Task goal:
Please write out the final portion of the records below exactly: the line containing "Instruction: Transcribe the", every line after it, and nothing else.

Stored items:
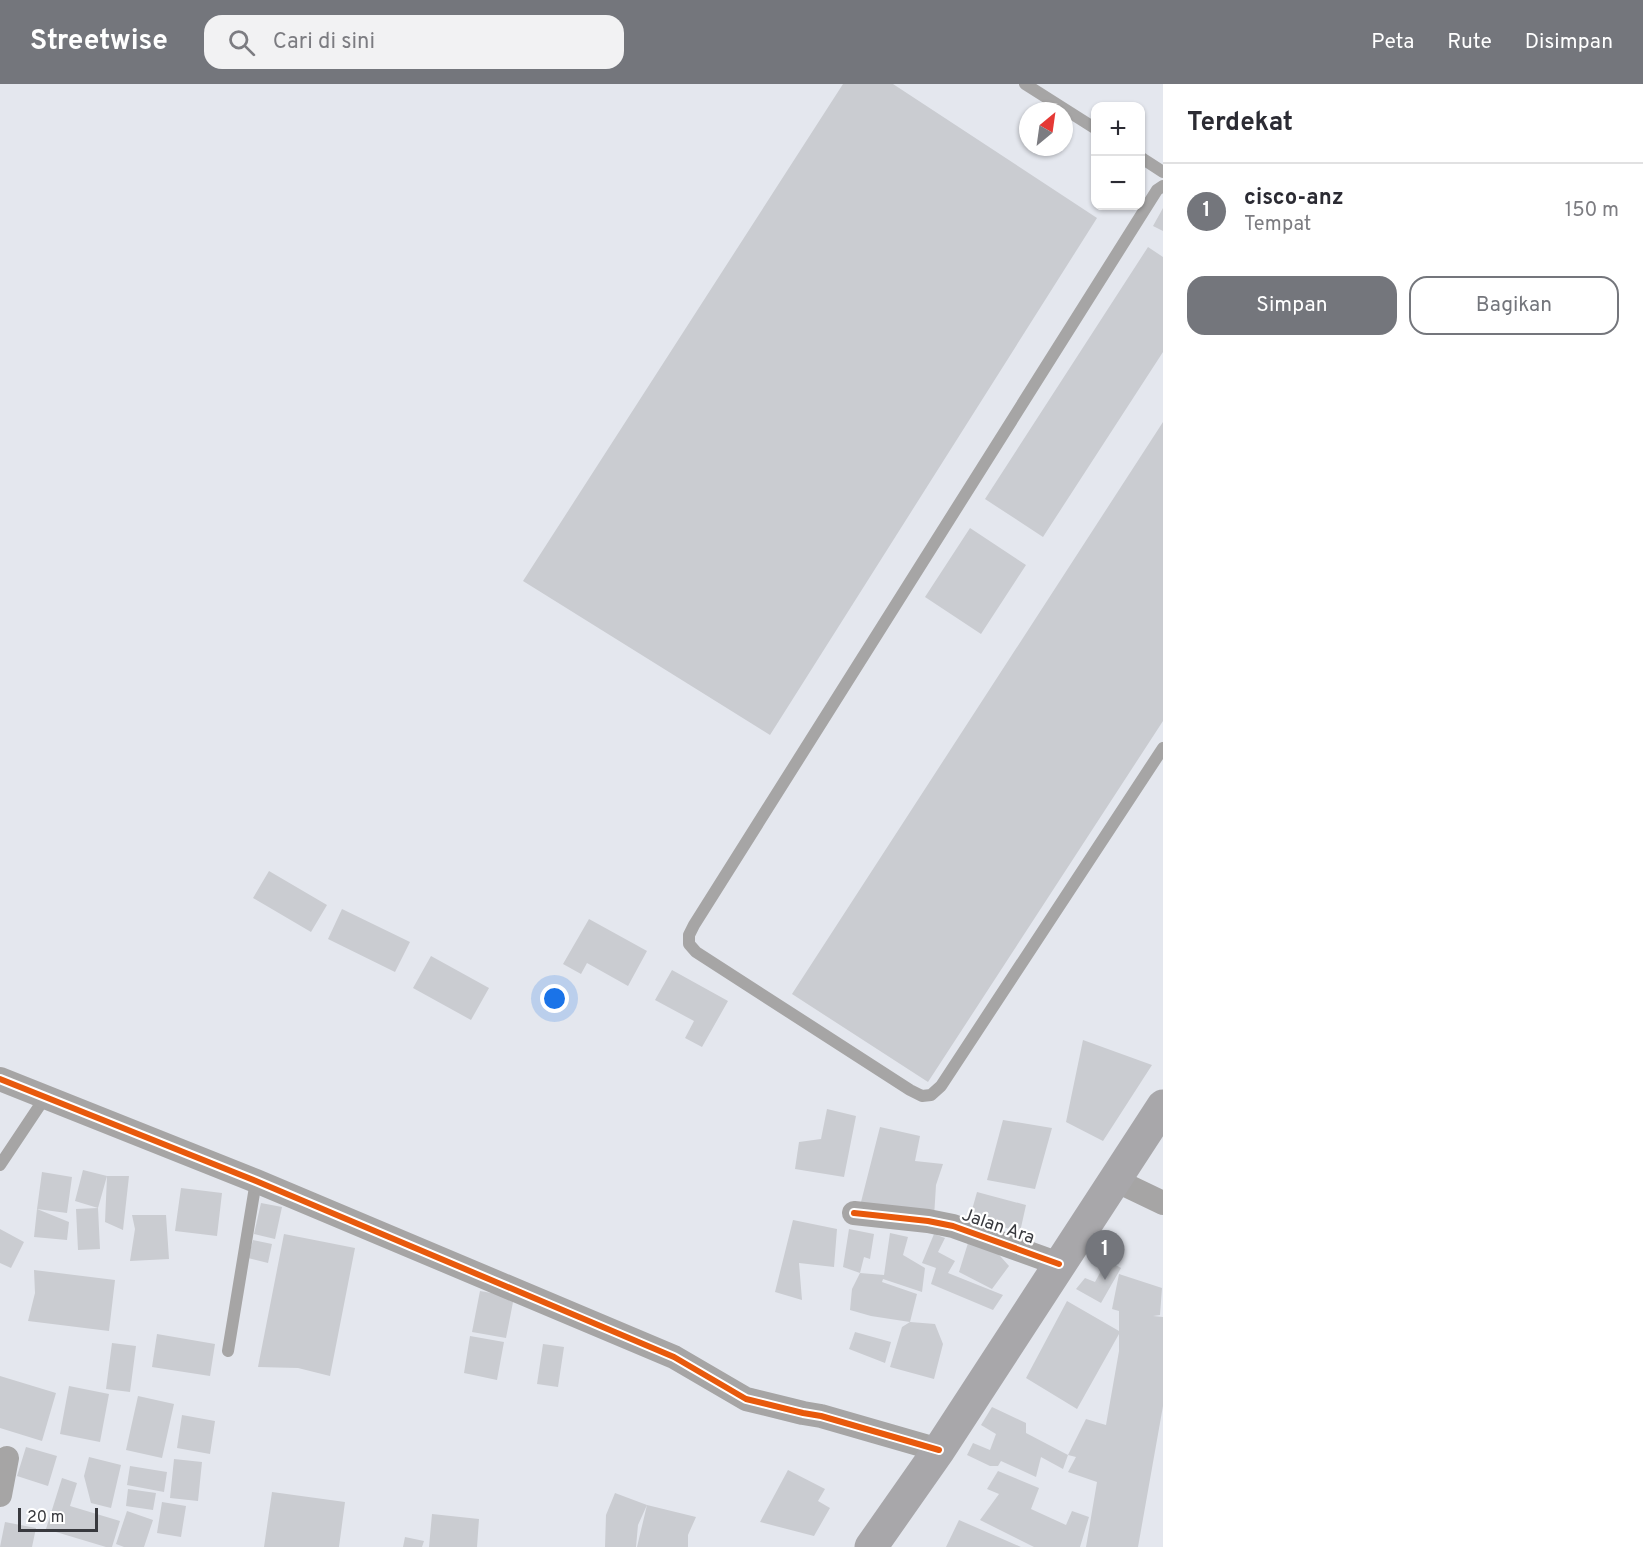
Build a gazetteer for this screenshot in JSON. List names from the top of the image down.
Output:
{
  "streets": {
    "street": ["Jalan Ara"]
  },
  "scale_bar": "20 m",
  "north": "top right",
  "page": {
    "header": "Streetwise",
    "search": "Cari di sini",
    "nav": ["Peta", "Rute", "Disimpan"],
    "heading": "Terdekat",
    "map_buttons": ["+", "−"],
    "list": [
      {
        "mark": "1",
        "name": "cisco-anz",
        "note": "Tempat",
        "value": "150 m"
      }
    ],
    "buttons": ["Simpan", "Bagikan"],
    "pins": "1",
    "scale": "20 m"
  }
}
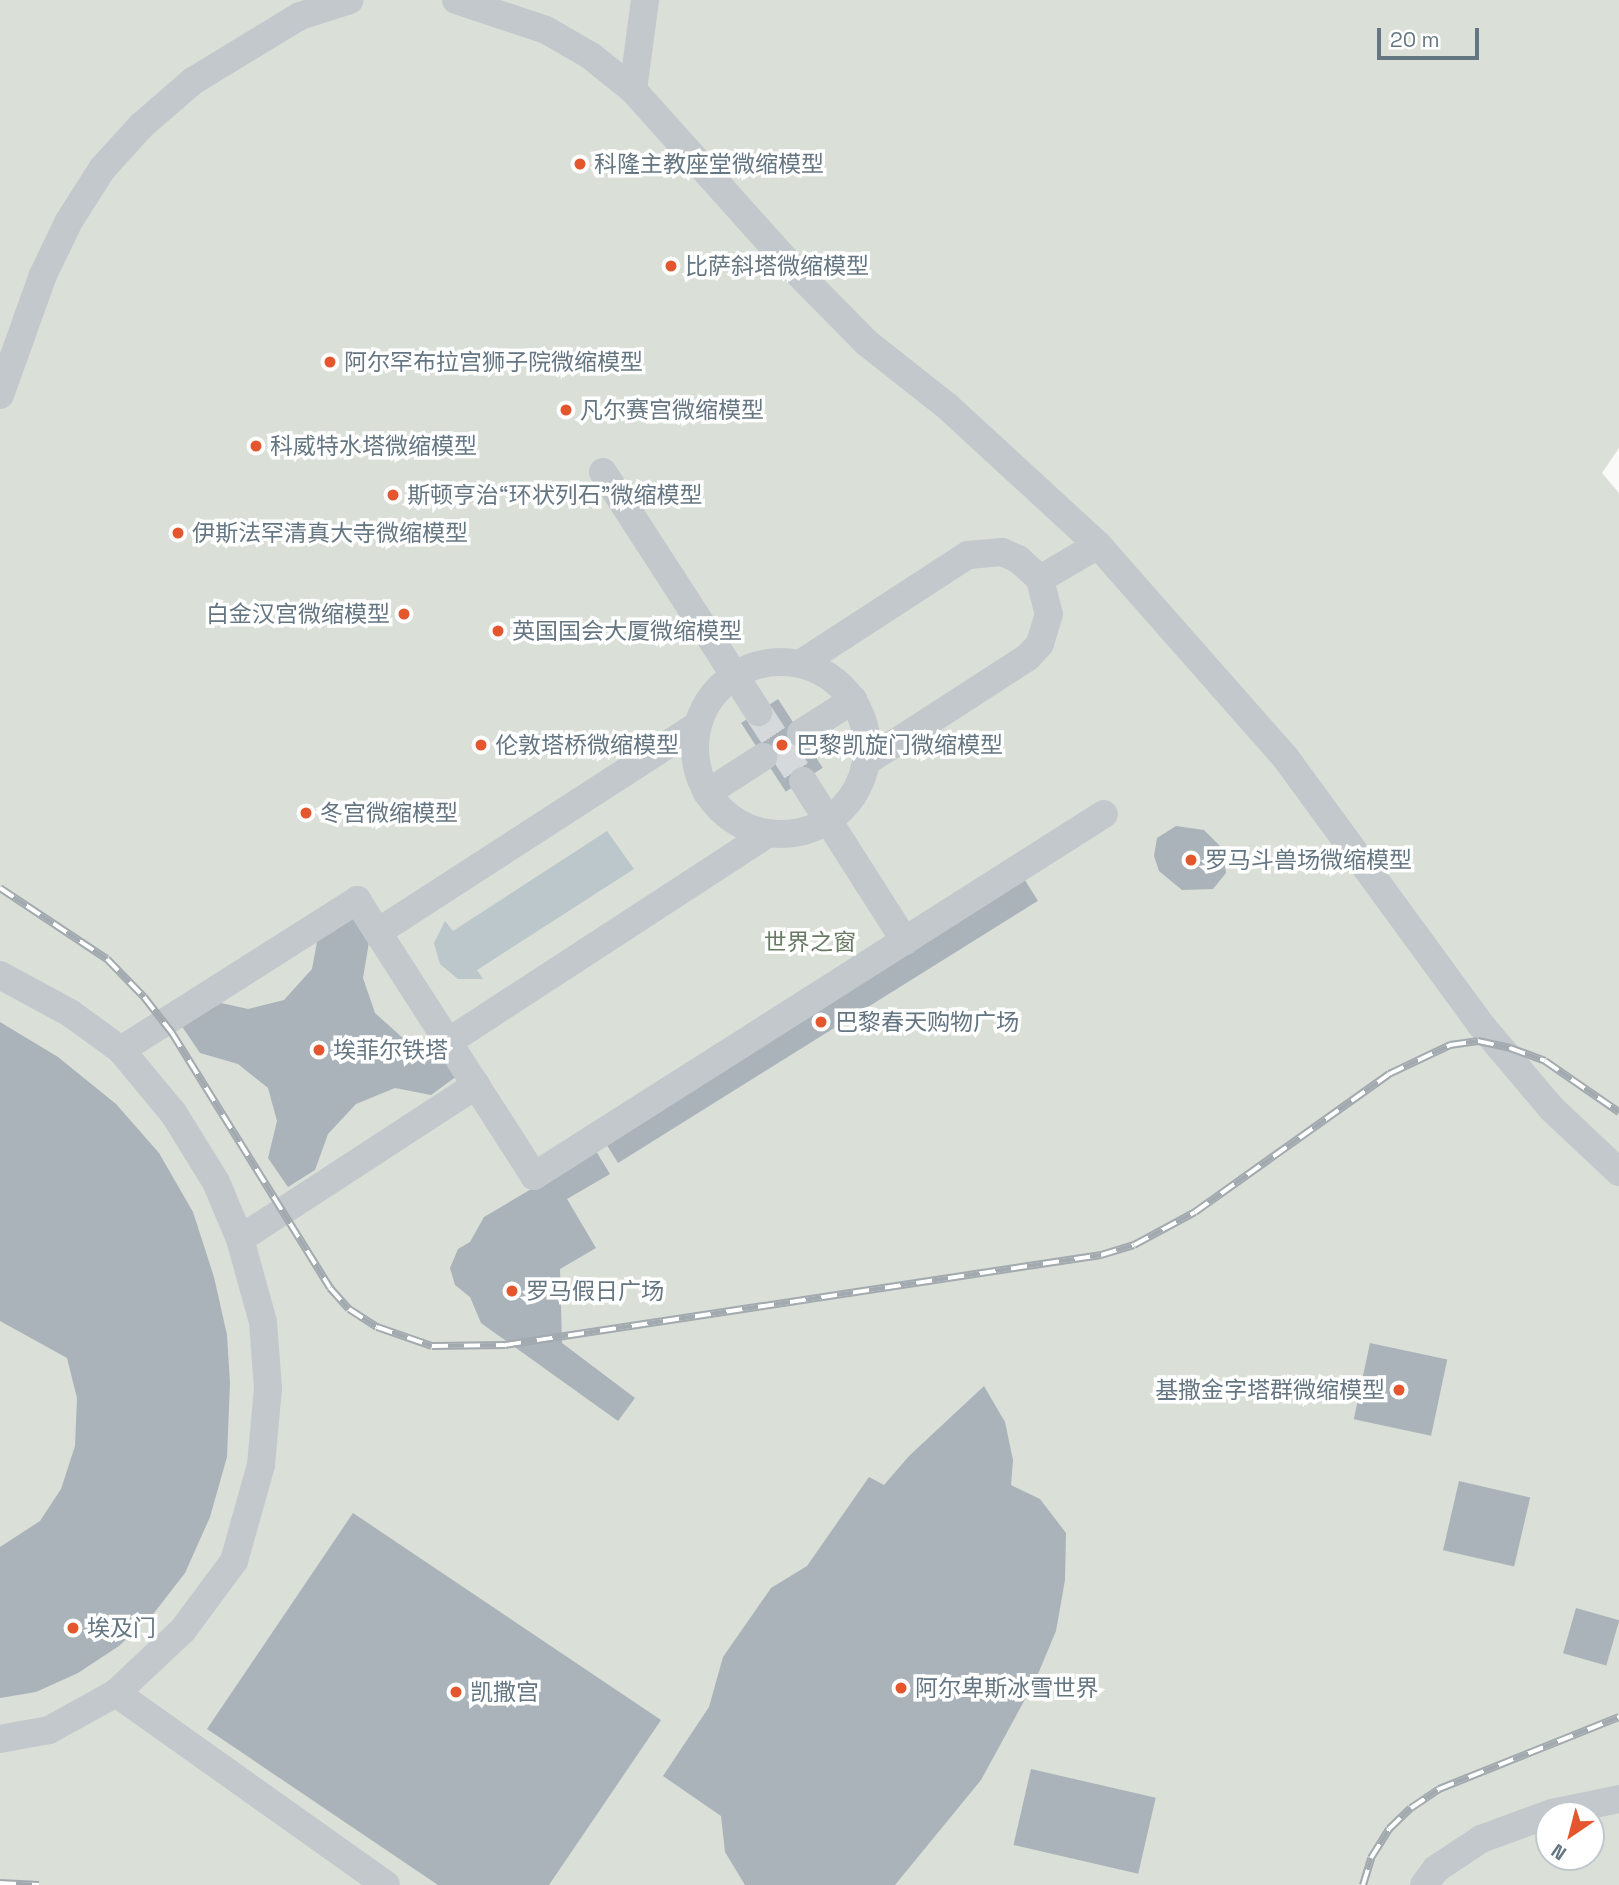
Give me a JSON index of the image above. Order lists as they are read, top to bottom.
{
  "parks": ["世界之窗"],
  "places": [
    "科隆主教座堂微缩模型",
    "比萨斜塔微缩模型",
    "阿尔罕布拉宫狮子院微缩模型",
    "凡尔赛宫微缩模型",
    "科威特水塔微缩模型",
    "斯顿亨治“环状列石”微缩模型",
    "伊斯法罕清真大寺微缩模型",
    "白金汉宫微缩模型",
    "英国国会大厦微缩模型",
    "伦敦塔桥微缩模型",
    "巴黎凯旋门微缩模型",
    "冬宫微缩模型",
    "罗马斗兽场微缩模型",
    "巴黎春天购物广场",
    "埃菲尔铁塔",
    "罗马假日广场",
    "基撒金字塔群微缩模型",
    "埃及门",
    "阿尔卑斯冰雪世界",
    "凯撒宫"
  ],
  "scale_bar": "20 m",
  "north": "bottom left"
}
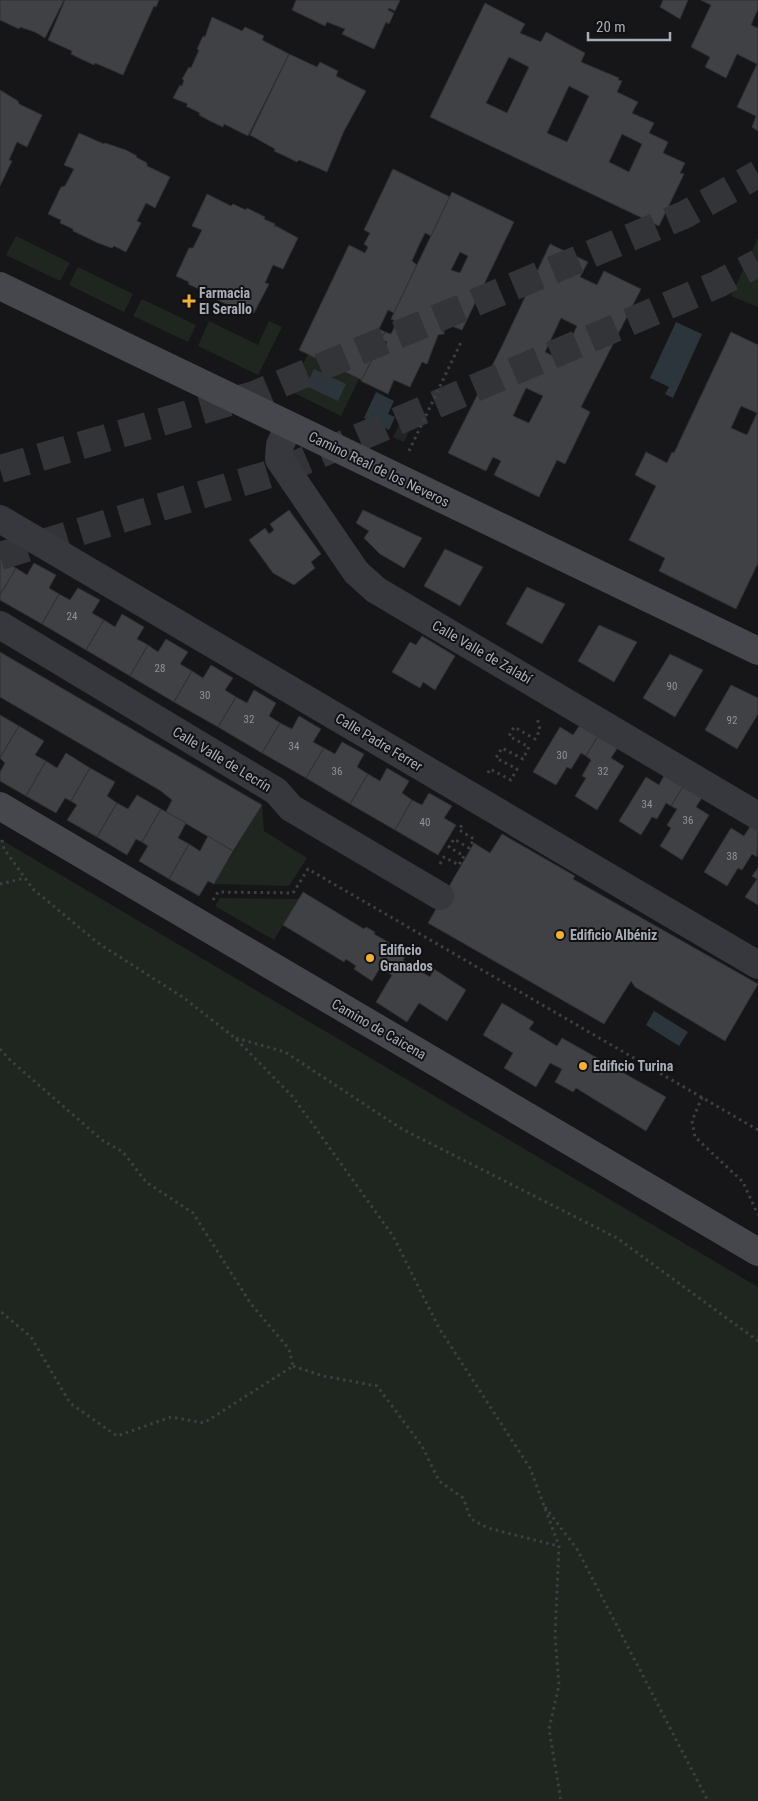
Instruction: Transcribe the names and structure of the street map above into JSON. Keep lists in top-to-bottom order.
{
  "streets": {
    "street": [
      "Camino Real de los Neveros",
      "Calle Valle de Zalabí",
      "Calle Padre Ferrer",
      "Calle Valle de Lecrín",
      "Camino de Caicena"
    ]
  },
  "crossings": [
    ["Camino Real de los Neveros", "Calle Valle de Zalabí"]
  ],
  "places": {
    "health": ["Farmacia El Serallo"],
    "other": ["Edificio Albéniz", "Edificio Granados", "Edificio Turina"]
  },
  "house_numbers": [
    "24",
    "28",
    "90",
    "30",
    "32",
    "92",
    "34",
    "30",
    "36",
    "32",
    "34",
    "36",
    "40",
    "38"
  ],
  "scale_bar": "20 m"
}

Output of the exercise:
Instruction: Transcribe the names and structure of the street map above into JSON. Keep lists in top-to-bottom order.
{
  "streets": {
    "street": [
      "Camino Real de los Neveros",
      "Calle Valle de Zalabí",
      "Calle Padre Ferrer",
      "Calle Valle de Lecrín",
      "Camino de Caicena"
    ]
  },
  "crossings": [
    ["Camino Real de los Neveros", "Calle Valle de Zalabí"]
  ],
  "places": {
    "health": ["Farmacia El Serallo"],
    "other": ["Edificio Albéniz", "Edificio Granados", "Edificio Turina"]
  },
  "house_numbers": [
    "24",
    "28",
    "90",
    "30",
    "32",
    "92",
    "34",
    "30",
    "36",
    "32",
    "34",
    "36",
    "40",
    "38"
  ],
  "scale_bar": "20 m"
}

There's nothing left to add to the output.